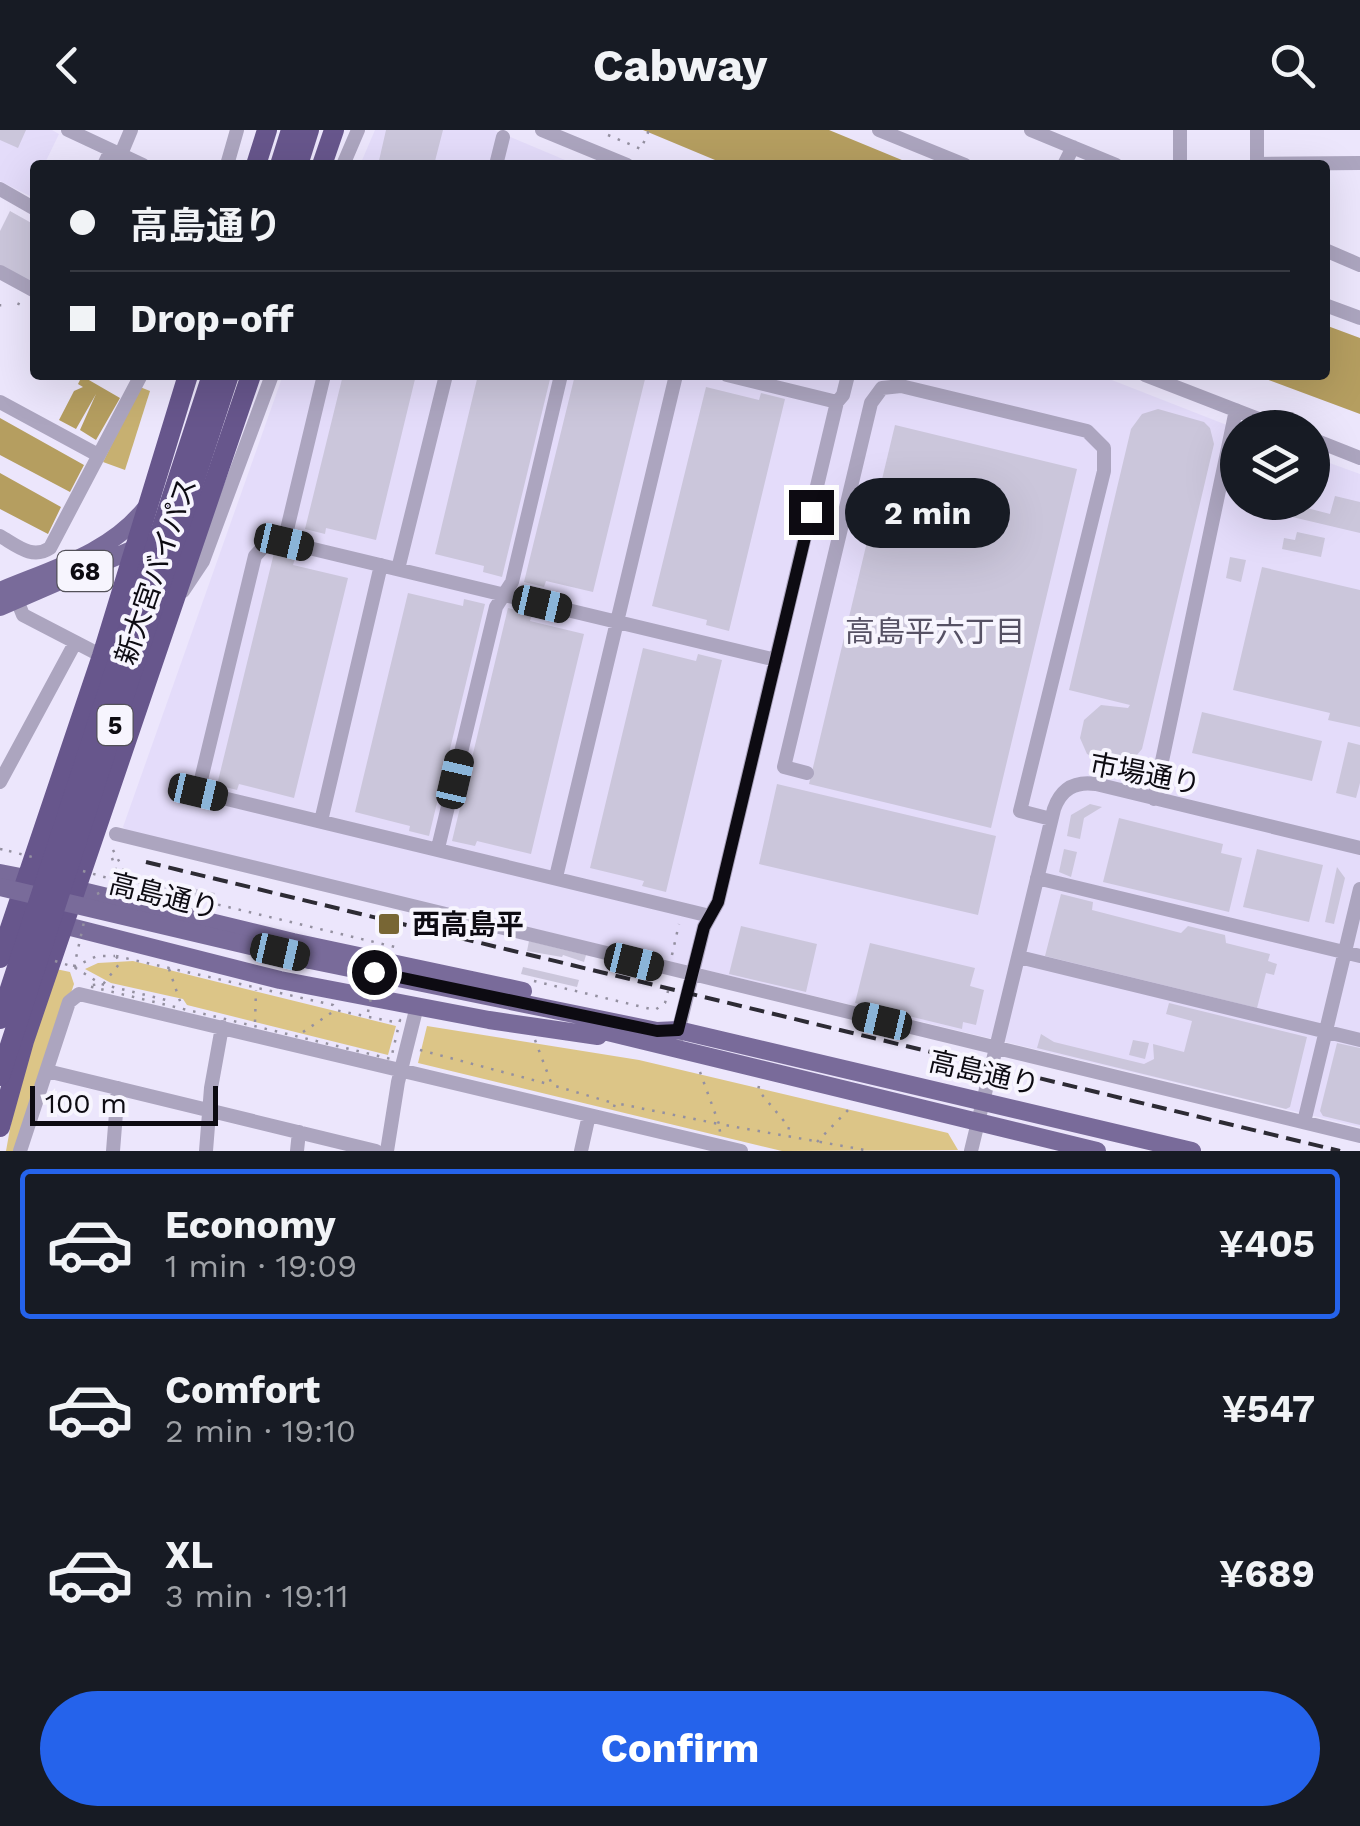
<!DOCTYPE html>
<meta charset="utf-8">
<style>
body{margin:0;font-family:"Work Sans","Noto Sans JP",sans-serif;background:#20242c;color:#f1f3f6;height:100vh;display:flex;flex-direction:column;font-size:38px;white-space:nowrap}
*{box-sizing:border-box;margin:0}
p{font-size:32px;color:#9ea1a6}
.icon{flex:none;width:55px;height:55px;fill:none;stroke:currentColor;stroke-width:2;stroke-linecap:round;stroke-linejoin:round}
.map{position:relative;height:1021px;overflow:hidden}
.panel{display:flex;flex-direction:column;background:#171b24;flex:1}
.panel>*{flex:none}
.hud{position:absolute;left:30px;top:30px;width:1300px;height:220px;border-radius:10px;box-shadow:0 10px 40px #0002;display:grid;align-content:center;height:220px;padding:0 40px;background:#171b24}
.fabs{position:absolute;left:1220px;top:280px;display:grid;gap:20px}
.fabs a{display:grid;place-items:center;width:110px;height:110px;border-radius:50%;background:#171b24;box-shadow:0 10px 40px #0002;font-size:50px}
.scale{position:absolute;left:30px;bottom:25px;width:188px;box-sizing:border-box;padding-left:10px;border:5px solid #0d0b12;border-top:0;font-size:28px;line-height:35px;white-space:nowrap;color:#0d0b12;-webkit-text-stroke:8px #f7f5fe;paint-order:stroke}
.end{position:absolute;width:45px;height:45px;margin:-22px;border:12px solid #0d0b12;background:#fff;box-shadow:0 0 0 5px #fff}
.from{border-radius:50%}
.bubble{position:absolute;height:70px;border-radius:35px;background:#171b24;box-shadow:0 10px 40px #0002;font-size:32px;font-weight:700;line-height:70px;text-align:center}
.car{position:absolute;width:30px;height:60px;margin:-30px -15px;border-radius:12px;box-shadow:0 0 8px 2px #0007;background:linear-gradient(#222 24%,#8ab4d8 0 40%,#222 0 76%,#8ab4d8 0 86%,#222 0)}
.hud b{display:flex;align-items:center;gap:35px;height:95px;font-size:38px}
.hud b+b{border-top:2px solid #363941}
.hud i{width:25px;height:25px;background:#f1f3f6}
ul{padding:18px 0 0;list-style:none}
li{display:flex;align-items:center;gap:30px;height:150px;margin:0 20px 15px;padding:0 20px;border:5px solid transparent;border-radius:10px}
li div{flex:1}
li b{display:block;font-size:38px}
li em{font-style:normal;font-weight:700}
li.active{border-color:#2563eb}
li>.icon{width:90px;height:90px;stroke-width:1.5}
.button{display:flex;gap:20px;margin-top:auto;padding:20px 40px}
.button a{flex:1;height:115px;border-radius:60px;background:#2563eb;color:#fff;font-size:40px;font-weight:700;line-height:115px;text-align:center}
header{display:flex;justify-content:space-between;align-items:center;height:130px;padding:0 40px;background:#171b24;font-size:45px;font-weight:700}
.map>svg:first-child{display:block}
</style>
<header><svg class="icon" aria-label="back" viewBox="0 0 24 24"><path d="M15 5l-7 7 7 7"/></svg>Cabway<svg class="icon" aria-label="search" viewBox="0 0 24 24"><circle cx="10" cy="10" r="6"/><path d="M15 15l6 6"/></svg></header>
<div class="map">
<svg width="1360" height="1021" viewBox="0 0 1360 1021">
<rect width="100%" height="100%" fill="#ece6fc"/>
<path fill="#e4dcfa" d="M0 0H52L59 4 44 35H35V55L30 66 0 51Z
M375 0H494L577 35H360Z
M283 245H1099L1237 299 1238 372H1312L1313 327 1360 344V997L127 701 123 697Z"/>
<path fill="#dcc587" d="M133 831 396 896 388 925 187 875 183 869 111 853 85 839 98 833Z
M56 839 70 842 74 854 18 1021H6L15 971Z
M427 896 639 930 948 1003 958 1020 782 1021 418 933Z"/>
<path fill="#c7b071" d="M140 257 150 261 125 340 103 332Z"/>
<path fill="#b59e60" d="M643 0H829L914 35H727Z
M1325 195 1360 208V284L1255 245H1325Z
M82 246 120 268 96 310 80 300 96 264 76 299 59 290 74 261 83 257 78 254Z
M0 288 84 335 70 362 0 325Z
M0 343 61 377 48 404 0 379Z"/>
<path fill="#cbc6db" d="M0 0H26L18 18 0 10Z
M386 0H443L434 35H378Z
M10 81 35 95V156L0 137V101Z
M343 245H416L376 410 326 398 325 404 305 399Z
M478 245H551L502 447 483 442 484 436 435 424Z
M575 245H646L593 462 546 451 544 457 524 452Z
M706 257 759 270 761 263 785 269 729 501 706 495 707 490 652 476Z
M1158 279 1204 292 1210 298 1214 314 1142 619 1131 632 1113 636 1087 624 1080 608 1084 590 1101 575 1128 578 1130 575 1069 560 1131 299 1142 284Z
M895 295 1077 339 991 698 809 654Z
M1335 366 1360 372V403L1267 381 1269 372H1284L1330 384Z
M1297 402 1325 408 1321 427 1282 419 1284 408 1295 410Z
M274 423 295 428 293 435 348 448 294 668 239 654 237 660 217 655Z
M1230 427 1246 430 1241 452 1226 448Z
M1262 437 1360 460V597L1328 590 1330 583 1233 560Z
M408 463 463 476 464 469 485 474 429 706 409 701 410 696 355 682Z
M508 478 532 484 530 491 584 504 531 724 477 711 475 716 452 711Z
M643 518 696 531 698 524 722 530 666 762 642 756 644 751 590 738Z
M1202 582 1322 611 1312 651 1192 623Z
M1348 612 1360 615V653L1356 668 1336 663Z
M777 654 996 706 978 785 759 734Z
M1090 674 1102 677 1084 688 1080 709 1067 706 1071 685Z
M1119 688 1223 714 1221 723 1242 728 1229 782 1103 752Z
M1064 719 1077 722 1071 747 1059 742Z
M1257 719 1323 735 1309 792 1243 777Z
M1337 737 1345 748 1334 794 1325 792Z
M151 749 215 763 213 770 157 757 149 754Z
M1061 764 1093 772 1092 780 1181 803 1188 796 1225 805 1226 813 1270 824 1268 831 1277 834 1274 845 1266 843 1257 878 1045 826Z
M741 796 817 814 806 862 729 844Z
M529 811 586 825 584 832 563 825 562 827 527 821Z
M870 813 975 838 970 856 984 860 976 895 963 892 962 899 855 873Z
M523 837 579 850 577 857 521 844Z
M1169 873 1307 907 1290 977 1286 979 1037 918 1041 904 1054 912 1144 934 1154 929 1153 914 1184 922 1192 891 1166 884Z
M1133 910 1149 913 1145 929 1129 925Z
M1337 913 1360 918V995L1323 986 1320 981Z"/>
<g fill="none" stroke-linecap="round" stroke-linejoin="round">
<path stroke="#9490a0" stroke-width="2.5" stroke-dasharray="2.5 8" stroke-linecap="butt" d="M608 5 641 19 649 0
M0 174V180
M18 175 22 167
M0 719 9 721
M113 720 128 748 157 760 395 817
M112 728 118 746 133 757
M672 825 679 794
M116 826 333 875 335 880 394 892 400 890 391 929 88 856 104 853 120 833Z
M74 837 97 826H115
M169 839 181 874
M534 851 655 880 665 873 670 853
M255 892 256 860
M303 902 334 881
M535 910 552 955 613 973
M420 920 552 955
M700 942 719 994 871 1021
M759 956 758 960 789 997 787 1006
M614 977 615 973 719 994 720 1002
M817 1012 850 978"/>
<path stroke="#aca5bf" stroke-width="14" d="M68 0 143 35
M542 0 627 35
M879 0 965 35
M1031 0 1116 35
M1180 0V35
M1257 0V35
M121 24 131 0
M1257 34 1360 33
M104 35 111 20
M227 35 237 0
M343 35 358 0
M496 35 503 7
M1064 35 1073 17
M0 59 35 79
M1325 120 1360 135
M0 142 35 161
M1325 175 1360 188
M324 245 284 412H268L255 426 198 662 710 786
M727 245 837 272
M1145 245 1282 298
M0 272 98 325
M1312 309 1360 328
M0 406C16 415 32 430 50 418L141 245
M284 412 776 530
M398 439 446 245
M183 461 203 431 272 245
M17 470 23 485 102 526
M807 643 784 637 871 273 882 258 901 256 1087 301 1104 318V341L1020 681 1051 689
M0 652 75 513
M1154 669 1236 280
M321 691 381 435
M116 704 1360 1006
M438 718 496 477 512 452 561 245
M556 747 676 245
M1037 748 1360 826
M1019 827 1360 910
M676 910 704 797 718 772 837 272 843 265 848 245
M47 941 376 1021
M1304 992 1360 759
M20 1021 69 872 79 864 741 1021
M113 1021 118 958
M206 1021 211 958 222 897
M297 1021 299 1002
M387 1021 398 952 417 876
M581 1021 589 985
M971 1021 1054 679C1061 659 1075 651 1096 654L1360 718"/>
<path stroke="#796b9a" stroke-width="18" d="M0 461C52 439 109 424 145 379
M0 477 143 415
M0 743 41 751
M66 757 293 812 523 861
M51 792 280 850 489 890 598 906
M310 830 657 901 678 900 1192 1021
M587 897 1097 1021"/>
<path stroke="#67568c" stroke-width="20" d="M256 35 267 0
M280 35 291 0
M298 35 309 0
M322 35 334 0
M0 828 102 526 188 245
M0 997 24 911 251 245"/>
<path stroke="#2d2b34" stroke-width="4" stroke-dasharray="15 8" stroke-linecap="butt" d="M146 732 1340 1021"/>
<path stroke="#9490a0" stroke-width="2.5" stroke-dasharray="2.5 8" stroke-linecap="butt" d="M9 721 36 728
M83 741 122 752
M97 764 121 753
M55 831 74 837 101 854 170 871
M74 837 84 792
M368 882 383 811"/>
<path stroke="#796b9a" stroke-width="18" d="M0 757 310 830"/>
<path stroke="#67568c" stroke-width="20" d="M0 889 212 245
M0 946 229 245"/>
</g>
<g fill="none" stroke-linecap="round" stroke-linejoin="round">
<path stroke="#0d0b12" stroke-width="12" d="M374 842 657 901 678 900 704 797 718 772 811 382"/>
</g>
<rect fill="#786634" stroke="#f7f5fe" stroke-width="4" x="377" y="782" width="24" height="24" rx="5"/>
<g text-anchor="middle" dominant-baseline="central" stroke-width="8" stroke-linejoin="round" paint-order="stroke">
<g fill="#f7f5fe" stroke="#535159" stroke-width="2.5">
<rect x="57.5" y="421" width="55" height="40" rx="8"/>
<rect x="97.5" y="575" width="35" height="40" rx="8"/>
</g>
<g font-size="25" font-weight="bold" fill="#0d0b12">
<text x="85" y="441">68</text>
<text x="115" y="595">5</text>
</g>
<g font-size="28" fill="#0d0b12" stroke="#f7f5fe">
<text transform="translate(156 441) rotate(-71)">新大宮バイパス</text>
<text transform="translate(1145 644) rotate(11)">市場通り</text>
<text transform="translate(164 766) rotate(14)">高島通り</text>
<text transform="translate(984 943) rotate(13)">高島通り</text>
</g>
<g font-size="28" font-weight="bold" fill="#0d0b12" stroke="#f7f5fe" text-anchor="start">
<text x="412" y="794">西高島平</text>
</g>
<g font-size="30" fill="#565164" stroke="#f7f5fe">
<text x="935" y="501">高島平六丁目</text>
</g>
</g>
</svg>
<div class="fabs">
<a><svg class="icon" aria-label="layers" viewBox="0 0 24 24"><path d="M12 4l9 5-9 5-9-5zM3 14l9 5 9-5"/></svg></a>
</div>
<div class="scale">100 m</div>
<i class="end from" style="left:374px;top:842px"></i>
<i class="end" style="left:811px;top:382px"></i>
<div class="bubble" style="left:845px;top:348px;width:165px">2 min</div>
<i class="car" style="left:284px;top:412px;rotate:103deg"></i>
<i class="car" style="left:542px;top:474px;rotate:103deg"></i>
<i class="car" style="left:455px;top:649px;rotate:13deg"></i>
<i class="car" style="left:198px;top:662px;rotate:103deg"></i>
<i class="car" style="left:280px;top:822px;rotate:103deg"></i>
<i class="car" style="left:634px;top:832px;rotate:104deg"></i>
<i class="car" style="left:882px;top:891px;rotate:283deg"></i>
<div class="hud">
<b><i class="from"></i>高島通り</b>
<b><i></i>Drop-off</b>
</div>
</div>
<section class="panel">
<ul>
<li class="active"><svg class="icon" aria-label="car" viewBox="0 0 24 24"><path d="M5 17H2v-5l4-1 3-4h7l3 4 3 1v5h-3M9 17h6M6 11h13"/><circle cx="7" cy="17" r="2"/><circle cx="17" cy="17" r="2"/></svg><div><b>Economy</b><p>1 min · 19:09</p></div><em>¥405</em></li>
<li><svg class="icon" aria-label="car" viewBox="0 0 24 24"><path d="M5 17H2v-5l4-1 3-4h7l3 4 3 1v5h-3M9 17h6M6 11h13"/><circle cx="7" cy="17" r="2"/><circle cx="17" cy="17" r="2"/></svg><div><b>Comfort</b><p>2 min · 19:10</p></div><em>¥547</em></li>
<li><svg class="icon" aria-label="car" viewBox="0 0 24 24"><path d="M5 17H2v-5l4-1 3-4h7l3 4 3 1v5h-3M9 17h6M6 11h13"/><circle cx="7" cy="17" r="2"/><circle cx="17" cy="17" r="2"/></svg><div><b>XL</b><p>3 min · 19:11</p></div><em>¥689</em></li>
</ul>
<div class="button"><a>Confirm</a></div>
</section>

■ WHAT THE EXERCISE ASKS ■
Out of the material above, output word for word the line with "M706 257 759", the line with "M112 728 118 746 133 757", and all lines between them, with nothing else.

■ RESULT ■
M706 257 759 270 761 263 785 269 729 501 706 495 707 490 652 476Z
M1158 279 1204 292 1210 298 1214 314 1142 619 1131 632 1113 636 1087 624 1080 608 1084 590 1101 575 1128 578 1130 575 1069 560 1131 299 1142 284Z
M895 295 1077 339 991 698 809 654Z
M1335 366 1360 372V403L1267 381 1269 372H1284L1330 384Z
M1297 402 1325 408 1321 427 1282 419 1284 408 1295 410Z
M274 423 295 428 293 435 348 448 294 668 239 654 237 660 217 655Z
M1230 427 1246 430 1241 452 1226 448Z
M1262 437 1360 460V597L1328 590 1330 583 1233 560Z
M408 463 463 476 464 469 485 474 429 706 409 701 410 696 355 682Z
M508 478 532 484 530 491 584 504 531 724 477 711 475 716 452 711Z
M643 518 696 531 698 524 722 530 666 762 642 756 644 751 590 738Z
M1202 582 1322 611 1312 651 1192 623Z
M1348 612 1360 615V653L1356 668 1336 663Z
M777 654 996 706 978 785 759 734Z
M1090 674 1102 677 1084 688 1080 709 1067 706 1071 685Z
M1119 688 1223 714 1221 723 1242 728 1229 782 1103 752Z
M1064 719 1077 722 1071 747 1059 742Z
M1257 719 1323 735 1309 792 1243 777Z
M1337 737 1345 748 1334 794 1325 792Z
M151 749 215 763 213 770 157 757 149 754Z
M1061 764 1093 772 1092 780 1181 803 1188 796 1225 805 1226 813 1270 824 1268 831 1277 834 1274 845 1266 843 1257 878 1045 826Z
M741 796 817 814 806 862 729 844Z
M529 811 586 825 584 832 563 825 562 827 527 821Z
M870 813 975 838 970 856 984 860 976 895 963 892 962 899 855 873Z
M523 837 579 850 577 857 521 844Z
M1169 873 1307 907 1290 977 1286 979 1037 918 1041 904 1054 912 1144 934 1154 929 1153 914 1184 922 1192 891 1166 884Z
M1133 910 1149 913 1145 929 1129 925Z
M1337 913 1360 918V995L1323 986 1320 981Z"/>
<g fill="none" stroke-linecap="round" stroke-linejoin="round">
<path stroke="#9490a0" stroke-width="2.5" stroke-dasharray="2.5 8" stroke-linecap="butt" d="M608 5 641 19 649 0
M0 174V180
M18 175 22 167
M0 719 9 721
M113 720 128 748 157 760 395 817
M112 728 118 746 133 757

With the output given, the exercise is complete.